* DATA SHOWN:
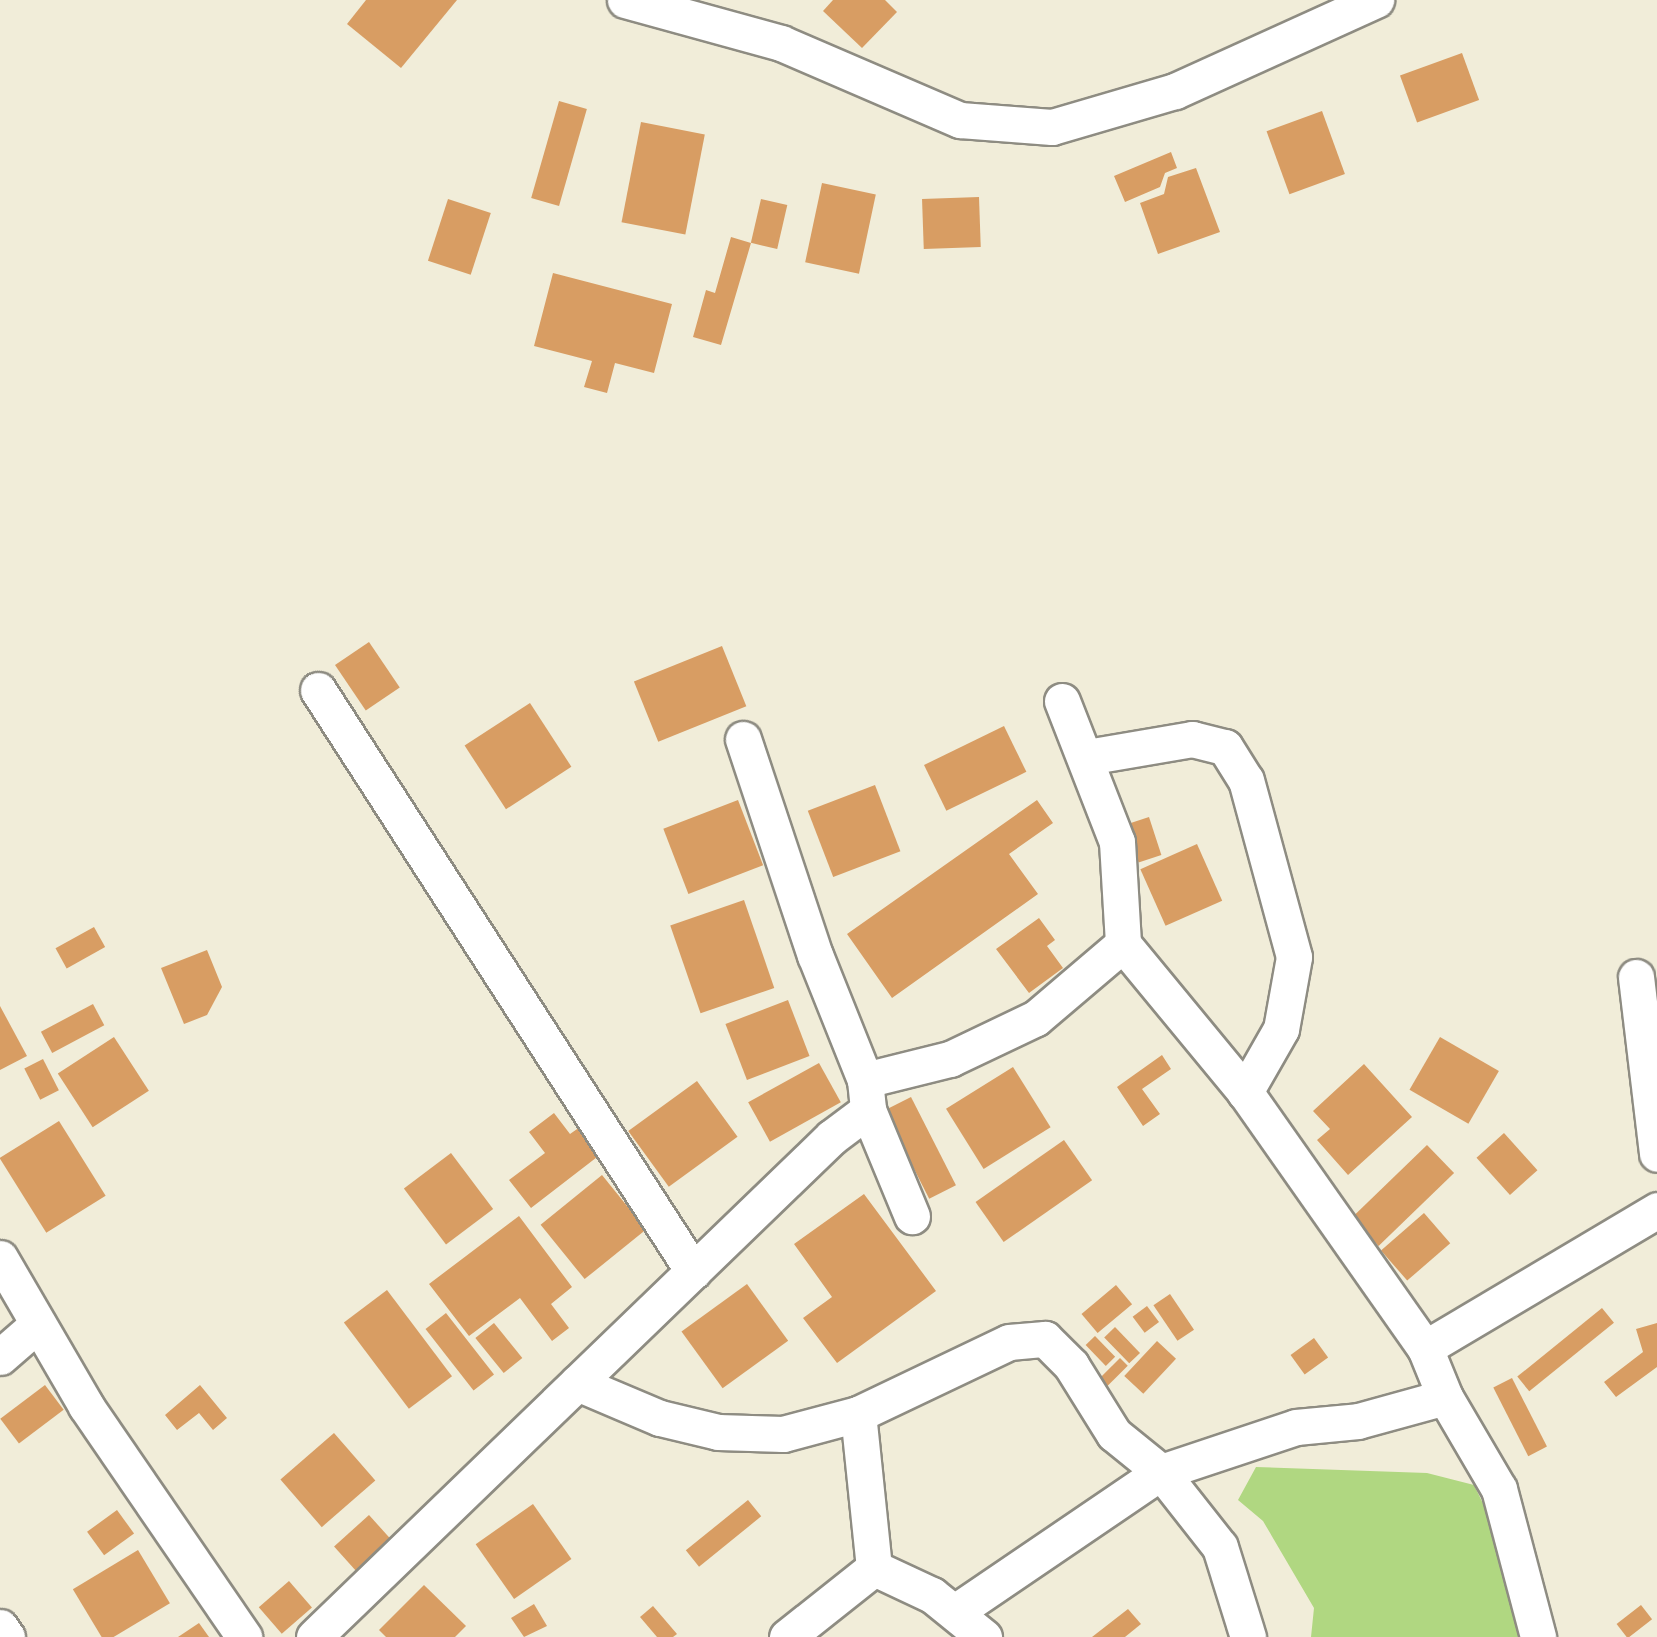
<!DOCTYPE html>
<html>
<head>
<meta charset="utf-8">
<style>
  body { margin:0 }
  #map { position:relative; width:1657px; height:1637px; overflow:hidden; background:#f1edd9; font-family:"Playpen Sans",sans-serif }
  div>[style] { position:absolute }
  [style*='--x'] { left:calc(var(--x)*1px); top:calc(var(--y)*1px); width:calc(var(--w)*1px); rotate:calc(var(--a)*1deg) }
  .green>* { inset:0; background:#b0d781 }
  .building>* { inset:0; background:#d89d63; transform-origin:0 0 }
  .roads { filter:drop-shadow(2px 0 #8e8c82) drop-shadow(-2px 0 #8e8c82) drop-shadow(0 2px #8e8c82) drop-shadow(0 -2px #8e8c82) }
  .minor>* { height:35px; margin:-17.5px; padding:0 17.5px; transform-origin:17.5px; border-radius:17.5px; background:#fff }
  span { translate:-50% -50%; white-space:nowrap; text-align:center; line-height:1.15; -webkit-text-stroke:6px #fff; paint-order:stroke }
</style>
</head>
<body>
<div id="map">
  <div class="green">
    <div style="clip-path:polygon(1256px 1467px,1427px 1473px,1474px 1485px,1514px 1567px,1525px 1637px,1311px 1637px,1314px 1608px,1263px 1521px,1238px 1500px)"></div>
  </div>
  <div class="building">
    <div style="clip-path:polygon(366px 0,457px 0,401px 68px,347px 24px)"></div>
    <div style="clip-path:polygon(833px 0,885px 0,897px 12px,862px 48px,823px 11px)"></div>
    <div style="left:1462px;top:53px;width:50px;height:66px;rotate:70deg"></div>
    <div style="left:559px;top:101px;width:29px;height:101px;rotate:16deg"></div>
    <div style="left:1322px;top:111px;width:67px;height:59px;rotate:70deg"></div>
    <div style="left:641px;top:122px;width:65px;height:102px;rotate:11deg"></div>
    <div style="clip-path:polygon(1171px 152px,1177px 168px,1165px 173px,1160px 187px,1125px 202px,1114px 176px)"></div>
    <div style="clip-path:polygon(1196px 168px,1220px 232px,1158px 254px,1140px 203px,1164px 194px,1168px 177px)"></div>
    <div style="left:822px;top:183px;width:55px;height:81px;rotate:12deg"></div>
    <div style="left:979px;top:197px;width:50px;height:57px;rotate:88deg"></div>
    <div style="left:448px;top:199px;width:45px;height:65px;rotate:18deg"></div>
    <div style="left:761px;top:199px;width:27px;height:45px;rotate:13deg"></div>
    <div style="clip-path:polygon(731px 237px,751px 243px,721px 345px,693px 337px,706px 290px,715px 293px)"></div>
    <div style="clip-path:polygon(553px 273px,672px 304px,654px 373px,615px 363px,607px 393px,584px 387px,592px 361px,534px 346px)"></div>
    <div style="left:369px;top:642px;width:55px;height:41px;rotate:56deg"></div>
    <div style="left:722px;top:646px;width:65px;height:95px;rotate:68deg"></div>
    <div style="left:530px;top:703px;width:76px;height:78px;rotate:57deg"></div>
    <div style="left:1004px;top:726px;width:51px;height:89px;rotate:64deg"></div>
    <div style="left:875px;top:785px;width:71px;height:72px;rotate:69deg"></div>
    <div style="left:738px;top:800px;width:70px;height:80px;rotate:69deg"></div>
    <div style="clip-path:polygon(1037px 800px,1053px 823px,1009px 854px,1038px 894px,892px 998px,847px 934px)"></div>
    <div style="left:1149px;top:817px;width:40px;height:24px;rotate:72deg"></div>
    <div style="left:1197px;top:844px;width:62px;height:62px;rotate:66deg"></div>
    <div style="left:744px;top:900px;width:93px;height:78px;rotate:71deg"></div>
    <div style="clip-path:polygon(1039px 918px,1055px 940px,1047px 946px,1063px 968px,1029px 993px,996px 949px)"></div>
    <div style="left:94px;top:927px;width:23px;height:44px;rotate:61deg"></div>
    <div style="clip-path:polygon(207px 950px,222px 987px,207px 1015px,184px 1024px,161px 968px)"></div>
    <div style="left:788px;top:1000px;width:60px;height:67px;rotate:69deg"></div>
    <div style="left:93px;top:1004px;width:24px;height:59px;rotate:62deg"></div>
    <div style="clip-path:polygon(0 1006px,27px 1056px,0 1070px)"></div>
    <div style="left:114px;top:1037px;width:64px;height:67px;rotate:57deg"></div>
    <div style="left:1440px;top:1037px;width:68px;height:61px;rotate:30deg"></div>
    <div style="clip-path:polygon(1162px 1055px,1171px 1069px,1142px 1089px,1160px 1114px,1143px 1126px,1117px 1087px)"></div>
    <div style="left:43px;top:1059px;width:35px;height:21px;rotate:63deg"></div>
    <div style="left:819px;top:1063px;width:45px;height:81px;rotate:61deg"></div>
    <div style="clip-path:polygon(1364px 1064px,1412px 1117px,1348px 1175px,1317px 1140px,1330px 1129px,1313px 1111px)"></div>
    <div style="left:1013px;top:1067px;width:71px;height:79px;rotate:58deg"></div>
    <div style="left:697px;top:1081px;width:69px;height:85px;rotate:54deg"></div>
    <div style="left:911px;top:1097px;width:99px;height:30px;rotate:63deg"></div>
    <div style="clip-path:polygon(554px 1113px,570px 1134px,580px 1127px,601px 1154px,531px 1208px,509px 1180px,545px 1153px,529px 1132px)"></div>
    <div style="left:59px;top:1121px;width:88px;height:70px;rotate:58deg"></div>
    <div style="left:1504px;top:1133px;width:50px;height:37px;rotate:48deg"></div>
    <div style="left:1064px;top:1140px;width:49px;height:108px;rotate:55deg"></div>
    <div style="left:1427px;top:1145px;width:39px;height:105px;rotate:46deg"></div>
    <div style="left:451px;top:1153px;width:70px;height:59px;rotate:53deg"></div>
    <div style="left:602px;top:1175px;width:70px;height:79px;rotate:51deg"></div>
    <div style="clip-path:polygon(864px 1194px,936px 1291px,837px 1363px,803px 1318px,832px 1297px,794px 1244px)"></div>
    <div style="left:1424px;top:1213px;width:40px;height:57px;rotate:49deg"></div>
    <div style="clip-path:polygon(519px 1216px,572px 1287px,551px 1304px,569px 1328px,552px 1341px,520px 1298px,469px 1336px,429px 1284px)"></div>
    <div style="left:747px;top:1284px;width:70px;height:81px;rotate:54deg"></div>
    <div style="left:1116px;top:1285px;width:25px;height:45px;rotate:50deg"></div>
    <div style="left:387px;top:1290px;width:108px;height:54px;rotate:53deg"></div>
    <div style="left:1170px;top:1294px;width:43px;height:20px;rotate:56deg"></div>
    <div style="left:1147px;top:1306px;width:20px;height:18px;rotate:53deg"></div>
    <div style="left:1602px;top:1308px;width:19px;height:109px;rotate:51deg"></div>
    <div style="left:446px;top:1313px;width:78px;height:26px;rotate:52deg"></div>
    <div style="left:494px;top:1323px;width:45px;height:24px;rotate:51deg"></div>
    <div style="clip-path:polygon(1657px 1323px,1657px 1367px,1616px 1397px,1604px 1382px,1643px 1352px,1636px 1329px)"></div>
    <div style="left:1115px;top:1327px;width:36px;height:15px;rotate:46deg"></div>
    <div style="left:1095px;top:1336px;width:29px;height:13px;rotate:46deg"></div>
    <div style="left:1314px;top:1338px;width:24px;height:29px;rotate:54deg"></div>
    <div style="left:1157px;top:1341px;width:26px;height:48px;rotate:43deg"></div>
    <div style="left:1120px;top:1358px;width:11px;height:33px;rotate:45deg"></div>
    <div style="left:1512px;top:1378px;width:77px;height:21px;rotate:63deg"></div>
    <div style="left:45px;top:1385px;width:31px;height:56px;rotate:53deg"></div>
    <div style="clip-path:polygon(200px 1385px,227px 1418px,213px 1430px,199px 1413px,177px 1430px,165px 1415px)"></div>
    <div style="left:334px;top:1433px;width:63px;height:71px;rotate:49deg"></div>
    <div style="left:748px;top:1500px;width:21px;height:80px;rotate:51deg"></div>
    <div style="left:533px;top:1504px;width:67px;height:70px;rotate:55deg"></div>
    <div style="left:117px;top:1510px;width:29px;height:37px;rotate:54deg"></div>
    <div style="left:369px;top:1515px;width:42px;height:47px;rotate:48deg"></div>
    <div style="left:138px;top:1550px;width:62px;height:76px;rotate:59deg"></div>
    <div style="left:289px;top:1581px;width:35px;height:40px;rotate:49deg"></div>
    <div style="clip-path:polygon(424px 1585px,466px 1626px,455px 1637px,386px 1637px,379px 1630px)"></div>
    <div style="clip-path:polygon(534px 1604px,547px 1626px,524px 1637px,511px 1618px)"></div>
    <div style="left:1641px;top:1605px;width:18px;height:31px;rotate:52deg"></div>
    <div style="clip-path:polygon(653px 1606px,677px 1634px,673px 1637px,657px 1637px,640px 1617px)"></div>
    <div style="clip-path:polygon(1128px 1609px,1141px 1624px,1125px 1637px,1092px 1637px)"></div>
    <div style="clip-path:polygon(199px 1623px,209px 1637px,178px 1637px)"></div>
  </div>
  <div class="roads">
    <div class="minor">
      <div style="--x:625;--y:0;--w:162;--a:15.4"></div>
      <div style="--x:781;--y:43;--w:195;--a:23.3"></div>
      <div style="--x:960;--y:120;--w:92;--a:4.4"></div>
      <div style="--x:1052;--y:127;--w:128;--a:-16.3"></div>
      <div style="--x:1175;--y:91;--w:221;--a:-24.4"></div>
      <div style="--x:318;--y:690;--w:692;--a:57.16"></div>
      <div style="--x:1062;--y:701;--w:151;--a:68.7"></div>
      <div style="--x:1117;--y:842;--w:102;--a:86.6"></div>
      <div style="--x:743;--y:739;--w:228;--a:71.6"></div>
      <div style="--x:815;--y:955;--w:135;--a:68.2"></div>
      <div style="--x:865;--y:1080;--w:30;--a:84"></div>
      <div style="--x:868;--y:1110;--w:115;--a:67.5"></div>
      <div style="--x:1087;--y:757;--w:107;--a:-9.7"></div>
      <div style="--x:1192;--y:739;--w:34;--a:14"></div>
      <div style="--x:1225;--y:747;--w:39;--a:58"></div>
      <div style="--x:1246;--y:780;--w:183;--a:74.8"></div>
      <div style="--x:1294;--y:957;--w:73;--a:100.2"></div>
      <div style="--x:1281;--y:1029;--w:73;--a:119.7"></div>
      <div style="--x:1636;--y:977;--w:178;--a:83.2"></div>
      <div style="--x:865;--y:1080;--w:88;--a:-13.9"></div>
      <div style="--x:950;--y:1059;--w:95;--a:-25.5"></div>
      <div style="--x:1036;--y:1018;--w:114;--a:-40.4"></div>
      <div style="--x:1123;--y:944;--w:192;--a:50.5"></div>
      <div style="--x:1245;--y:1092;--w:313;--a:54.9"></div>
      <div style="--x:1425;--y:1348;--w:53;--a:67.8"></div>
      <div style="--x:1445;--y:1397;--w:107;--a:59.6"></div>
      <div style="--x:1499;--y:1489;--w:153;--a:75.2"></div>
      <div style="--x:0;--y:1258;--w:171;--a:59.8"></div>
      <div style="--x:86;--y:1406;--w:280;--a:55.6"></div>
      <div style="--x:1425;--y:1348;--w:270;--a:-30.7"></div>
      <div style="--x:0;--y:1357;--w:50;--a:-41"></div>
      <div style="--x:577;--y:1383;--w:90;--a:22.9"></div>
      <div style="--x:660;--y:1418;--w:60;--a:13.6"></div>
      <div style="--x:718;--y:1432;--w:65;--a:1.8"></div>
      <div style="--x:783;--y:1434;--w:78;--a:-14.9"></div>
      <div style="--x:858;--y:1414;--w:167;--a:-25.5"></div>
      <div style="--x:1009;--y:1342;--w:36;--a:-5"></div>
      <div style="--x:1045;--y:1339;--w:37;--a:45"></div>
      <div style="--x:1071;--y:1365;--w:81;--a:58.1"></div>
      <div style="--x:1114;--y:1434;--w:60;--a:39"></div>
      <div style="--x:1161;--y:1472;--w:95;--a:51.8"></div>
      <div style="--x:1220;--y:1547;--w:94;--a:72.7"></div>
      <div style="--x:874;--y:1568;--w:64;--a:25"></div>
      <div style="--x:932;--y:1595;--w:67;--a:38.9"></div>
      <div style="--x:955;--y:1612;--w:249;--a:-34.2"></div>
      <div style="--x:1161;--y:1472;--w:142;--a:-18.4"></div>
      <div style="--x:1296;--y:1427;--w:62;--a:-5.5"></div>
      <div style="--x:1358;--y:1421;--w:90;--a:-15.4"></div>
      <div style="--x:0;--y:1627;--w:12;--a:55"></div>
      <div style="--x:314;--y:1637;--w:720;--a:-43.99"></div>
      <div style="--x:832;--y:1137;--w:45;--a:-36.9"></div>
      <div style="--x:787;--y:1637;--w:111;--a:-38.4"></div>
      <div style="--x:874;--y:1568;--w:155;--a:-95.9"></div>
    </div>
  </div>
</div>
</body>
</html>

* REQUIREMENT: Repeat the listing above up to and including the line with "filter:drop-shadow(2px 0 #8e8c82)", starting from its first line. Drop any pictures.

* ANSWER SECTION:
<!DOCTYPE html>
<html>
<head>
<meta charset="utf-8">
<style>
  body { margin:0 }
  #map { position:relative; width:1657px; height:1637px; overflow:hidden; background:#f1edd9; font-family:"Playpen Sans",sans-serif }
  div>[style] { position:absolute }
  [style*='--x'] { left:calc(var(--x)*1px); top:calc(var(--y)*1px); width:calc(var(--w)*1px); rotate:calc(var(--a)*1deg) }
  .green>* { inset:0; background:#b0d781 }
  .building>* { inset:0; background:#d89d63; transform-origin:0 0 }
  .roads { filter:drop-shadow(2px 0 #8e8c82) drop-shadow(-2px 0 #8e8c82) drop-shadow(0 2px #8e8c82) drop-shadow(0 -2px #8e8c82) }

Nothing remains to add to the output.